What is Odin ransomware, how to decrypt .odin files
12 MARCH 2019In this article we will tell you about the most dangerous virus in recent months: Odin ransomware. It is a virus that penetrates into users’ computers via e-mail spam and encrypts all files on the computer. After that, it requires the user money for decrypting the files. If you encounter such a problem, or simply do not want to become a victim of this virus, and want to know more about it - this article is for you.
What is Odin ransomware
When the first sample of Odin was detected, users have decided that they faced with a new kind of ransomware. However, a few days later the researchers conducted an analysis of the virus and said that Odin is the new version of the infamous virus Locky, which is more than six months terrorizing the Internet. Locky ransomware creators want to protect themselves from anti-virus programs, and therefore periodically change the name of the virus and some elements of the code in order to impede the work of experts on viruses, and independent researchers. So, after Locky virus was hacked, hackers released a version called the Zepto, and Odin is the third version of Locky. Odin has retained almost all the major features of its predecessor, but some changes are still there, and we’ll tell you about them.
The main characteristics of the virus remained unchanged. Also, it does not change the list of file extensions that are to be encrypted and the encryption algorithm. The first noticeable change was the change of file names with instructions. Now they are called _HOWDO_text.html, _HOWDO_text.bmp, and _ [2_digit_number] _HOWDO_text.html. It changes the extension that is added to the encrypted files, now it is .odin. And finally, the most important item in the list: the amount of ransom. Normally, ransomware requires the user to ransom amount from 0.25 to 1.2 BTC, and some are threatening to double the amount of repayment in the event that payment is not made within the specified period. Odin immediately requires 3 of BTC, which is a serious amount of money that you cannot just give away. We do not know why the hackers suddenly decided to raise rates, but one thing is clear: the number of people willing to pay a ransom for their data will be much less. Perhaps the hackers decided to take a sight on desktop computers and infecting corporate networks, but it is unknown how this will work.
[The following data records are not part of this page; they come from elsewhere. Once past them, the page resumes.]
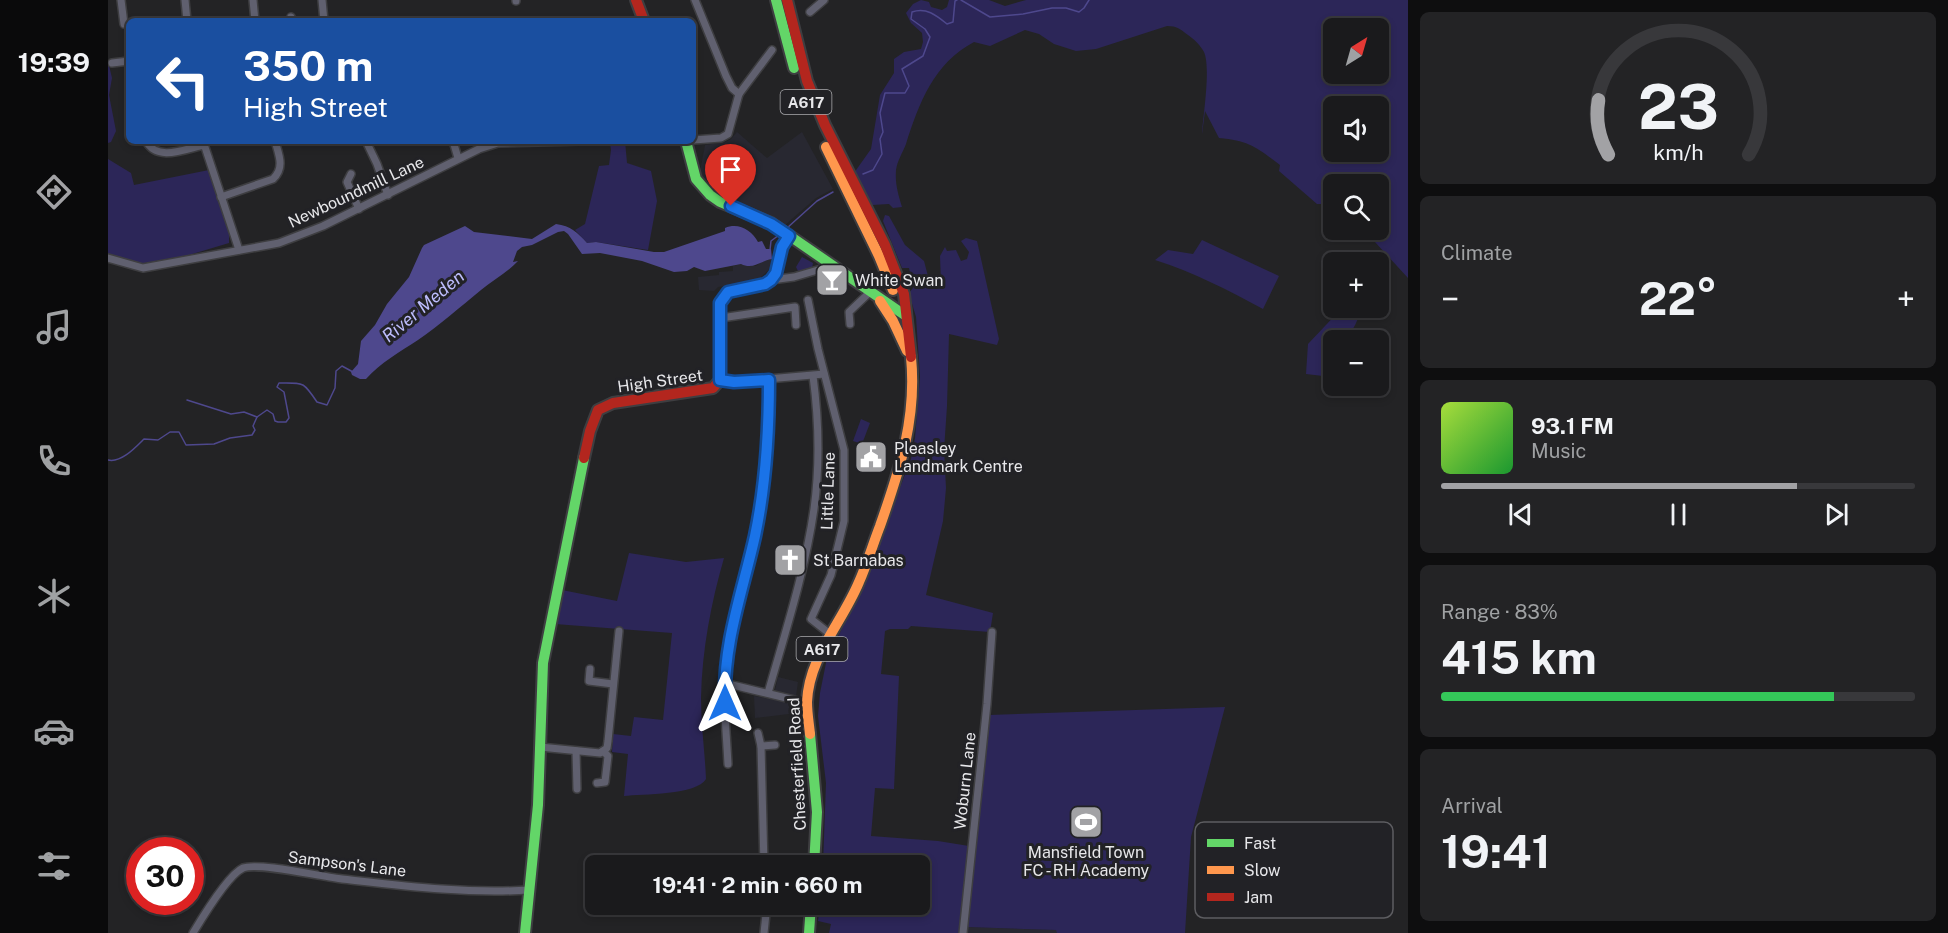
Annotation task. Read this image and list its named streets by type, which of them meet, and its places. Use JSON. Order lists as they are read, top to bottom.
{
  "streets": {
    "main road": ["A617", "High Street", "Chesterfield Road"],
    "street": [
      "Newboundmill Lane",
      "Little Lane",
      "Woburn Lane",
      "Sampson's Lane"
    ]
  },
  "crossings": [
    ["A617", "Chesterfield Road"],
    ["High Street", "Little Lane"],
    ["Little Lane", "Chesterfield Road"]
  ],
  "water": ["River Meden"],
  "places": {
    "bar": ["White Swan"],
    "public building": ["Pleasley Landmark Centre"],
    "church": ["St Barnabas"],
    "sports": ["Mansfield Town FC - RH Academy"]
  },
  "legend": ["Fast", "Slow", "Jam"],
  "north": "top right",
  "page": {
    "tabs": "19:39",
    "map_buttons": ["+", "−"],
    "turn": ["350 m", "High Street"],
    "tile": [
      "Climate",
      ["Range · 83%", "415 km"],
      ["Arrival", "19:41"]
    ],
    "heat": ["−", "22°", "+"],
    "song": ["93.1 FM", "Music"],
    "limit": "30",
    "trip": "19:41 · 2 min · 660 m",
    "gauge": ["23", "km/h"]
  }
}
Ways of penetration of Odin ransomware on users’ computers have not changed. It still uses e-mail, so if you actively use e-mail, we advise you to carefully inspect the letters with attachments before opening them. The use of “sandbox” programs will also be very helpful, because they allow you to open a file, while not letting him in.
Odin ransomware removal
Odin virus must be removed from your computer as soon as you receive a message with the ransom. This is to ensure that you can work on an infected computer, and do not expose the damage to the new files. In itself, the removal of the virus will not be a difficult task, but we must warn you: once you remove the virus, data recovery with the help of hacker’s website and payment of ransom becomes unavailable. The virus contains a public key, as well as the personal ID of your computer, assigned by hackers. Without this information, you cannot recover data using the payment, but it is worth considering, and whether it is possible to decrypt the data in such a way? Hackers do not give you a guarantee that they can decrypt the files, or that they will do so, after they get your money. In fact, you are going to make a deal with the criminals who robbed you before that, stealing your files. Should we expect from them that this time they will behave honestly and decipher files AFTER they receive 3 BTC ($1800) from you?